With the rupture in Colombian peace talks and the consequent prospect of
escalating violence in Colombia in the coming months - along with
uncertainty about how far and in what capacity the United States is
prepared to get involved in response - both the Ecuadorean and Peruvian
militaries have been put on alert and have fortified their borders.

Panama, too, which has been without a military since 1989, is profoundly
concerned about refugee flows and paramilitary and rebel incursions.

Brazil, the South American powerhouse whose strategically sensitive Amazon
region borders Colombia, is also monitoring the signs from Washington.

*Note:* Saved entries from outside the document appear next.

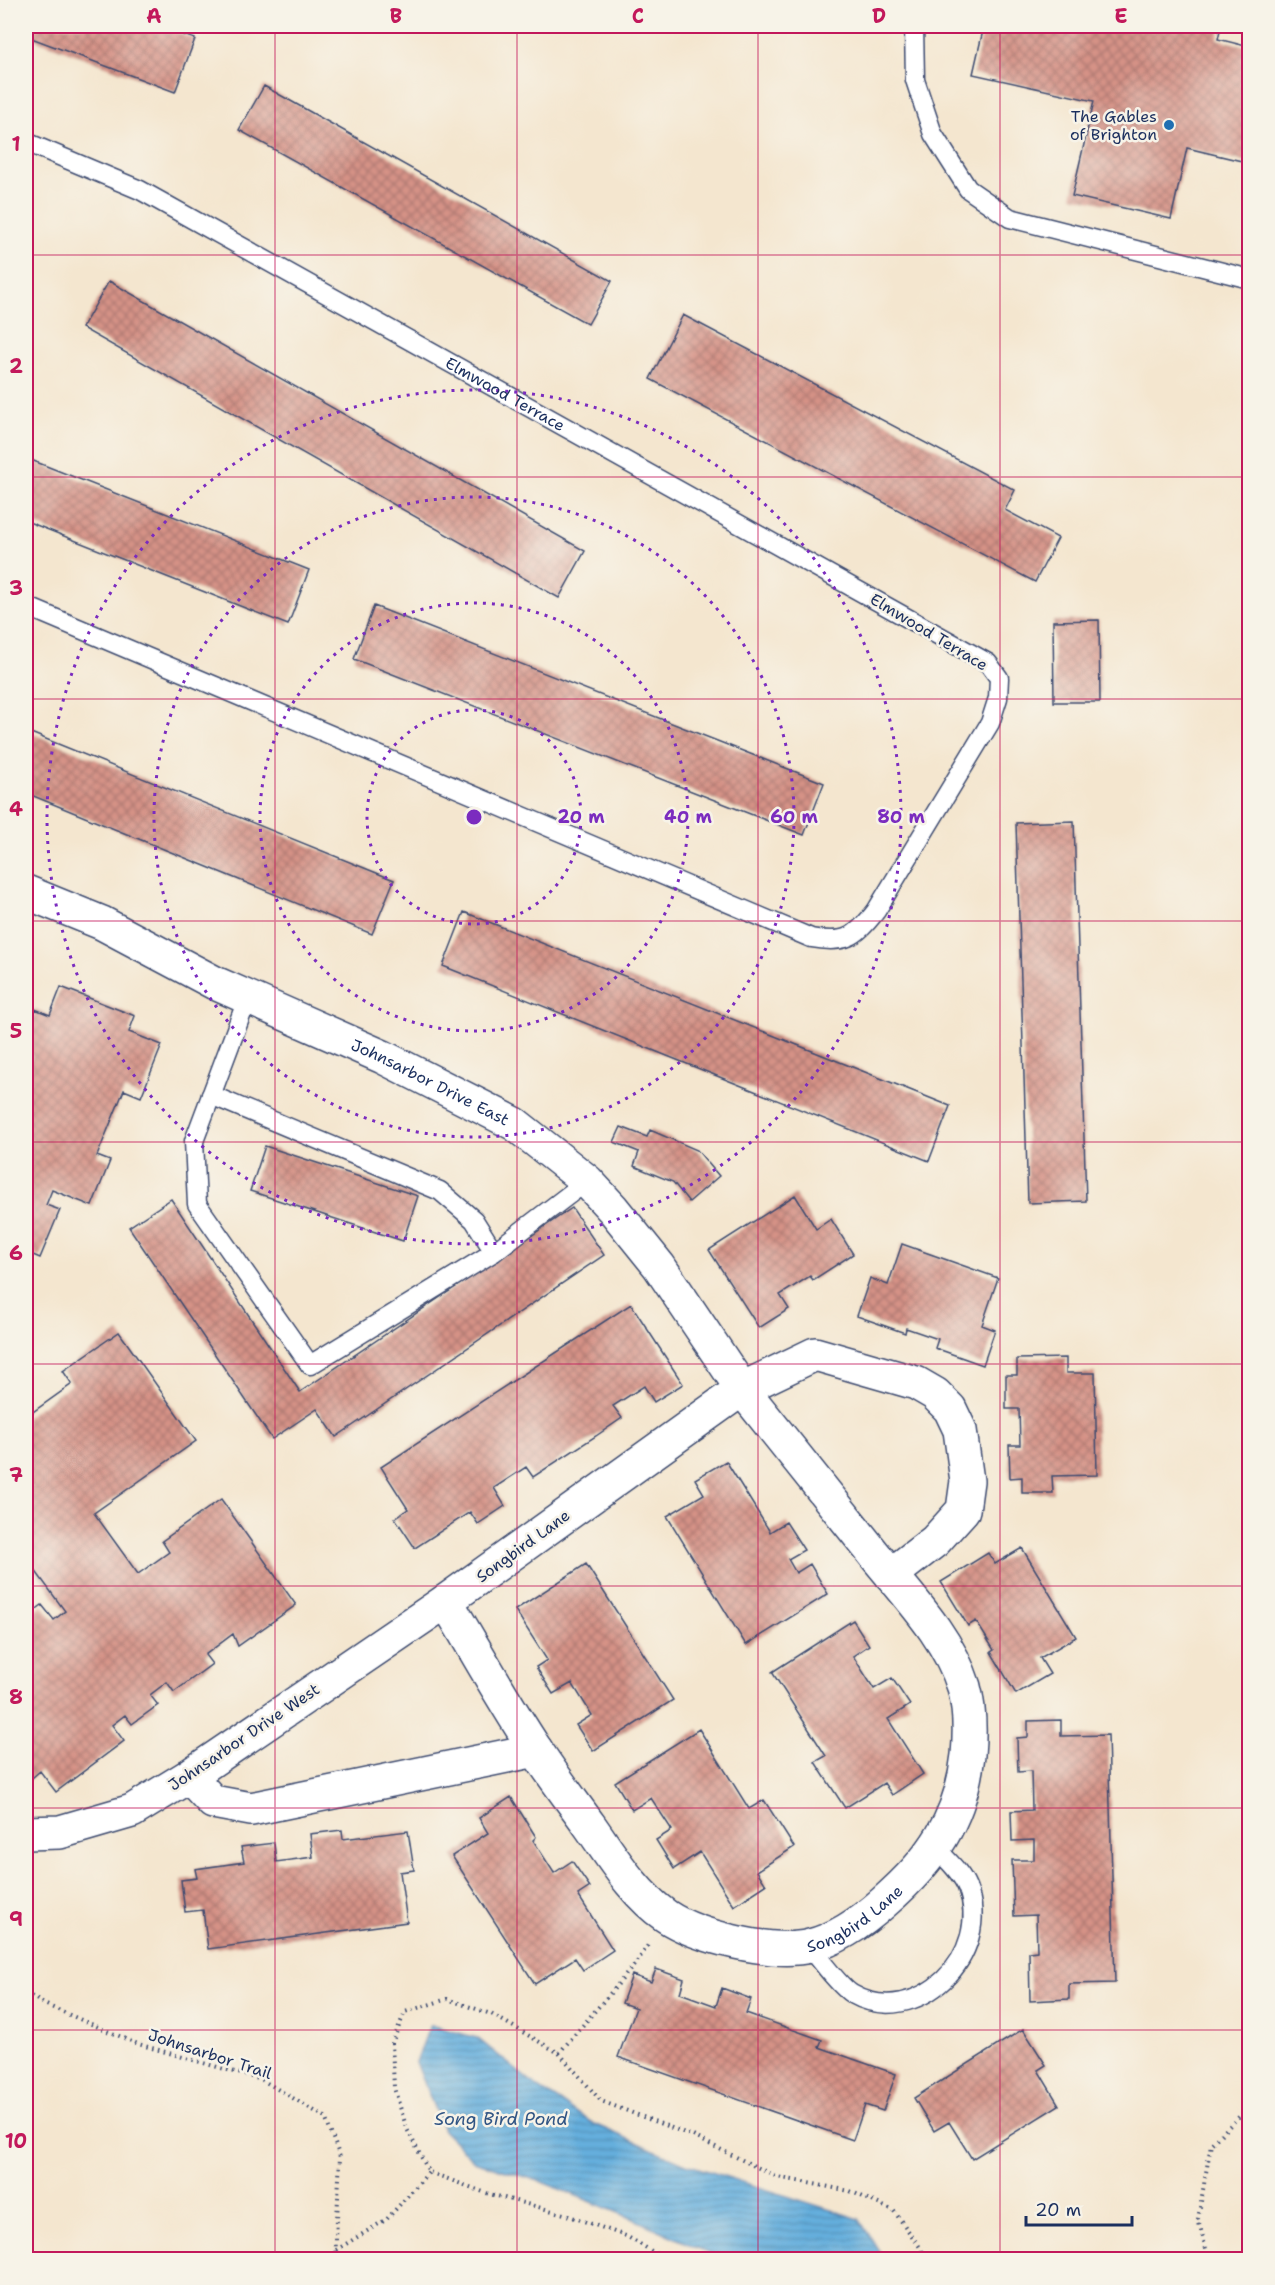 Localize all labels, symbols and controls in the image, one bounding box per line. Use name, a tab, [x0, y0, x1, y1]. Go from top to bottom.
text: A	[146, 3, 162, 29]
text: B	[390, 3, 402, 29]
text: C	[632, 3, 644, 29]
text: D	[872, 3, 886, 29]
text: E	[1114, 3, 1128, 29]
place label: The Gables of Brighton	[1070, 106, 1157, 145]
marker: The Gables of Brighton	[1162, 118, 1176, 132]
text: 1	[11, 131, 21, 157]
street label: Elmwood Terrace	[442, 352, 569, 436]
text: 2	[9, 353, 23, 379]
text: 3	[9, 575, 23, 601]
street label: Elmwood Terrace	[866, 589, 992, 675]
text: 4	[9, 796, 23, 822]
text: 20 m	[557, 805, 605, 829]
text: 40 m	[664, 805, 712, 829]
text: 60 m	[770, 805, 818, 829]
text: 80 m	[877, 805, 925, 829]
centre of rings	[464, 807, 484, 827]
text: 5	[10, 1018, 22, 1044]
street label: Johnsarbor Drive East	[348, 1034, 513, 1130]
text: 6	[9, 1240, 23, 1266]
text: 7	[9, 1462, 23, 1488]
street label: Songbird Lane	[472, 1505, 574, 1587]
street label: Johnsarbor Drive West	[164, 1679, 324, 1795]
text: 8	[9, 1684, 23, 1710]
street label: Songbird Lane	[804, 1880, 907, 1957]
text: 9	[9, 1906, 23, 1932]
street label: Johnsarbor Trail	[145, 2024, 275, 2084]
water label: Song Bird Pond	[434, 2107, 568, 2131]
text: 10	[5, 2128, 27, 2154]
scale bar	[1026, 2189, 1132, 2227]
text: 20 m	[1035, 2198, 1081, 2222]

When President Bush meets with the leaders of four key Andean countries
later this month in Lima, he will likely be greeted warmly. But there will
also be many questions simmering beneath the surface about U.S. motives and
plans. He should view the visit as a welcome opportunity to focus
high-level, positive attention on a region that has been relegated to
relatively low priority - especially since the global anti-terrorist
campaign began.

Given what is at stake in the region, Bush should consider advancing two
fundamental and positive ideas.

First, he should commit diplomatic and political resources aimed at
bringing the Colombian conflict to an end. This is entirely in keeping with
increased security aid to enable the Colombian government to assert
authority and gain control over its territory within a context of respect
for human rights.

And, second, he should try to energize a genuinely multilateral approach to
the drug problem. Above all, he should seek the counsel and cooperation of
our partners in the region in forging a common agenda.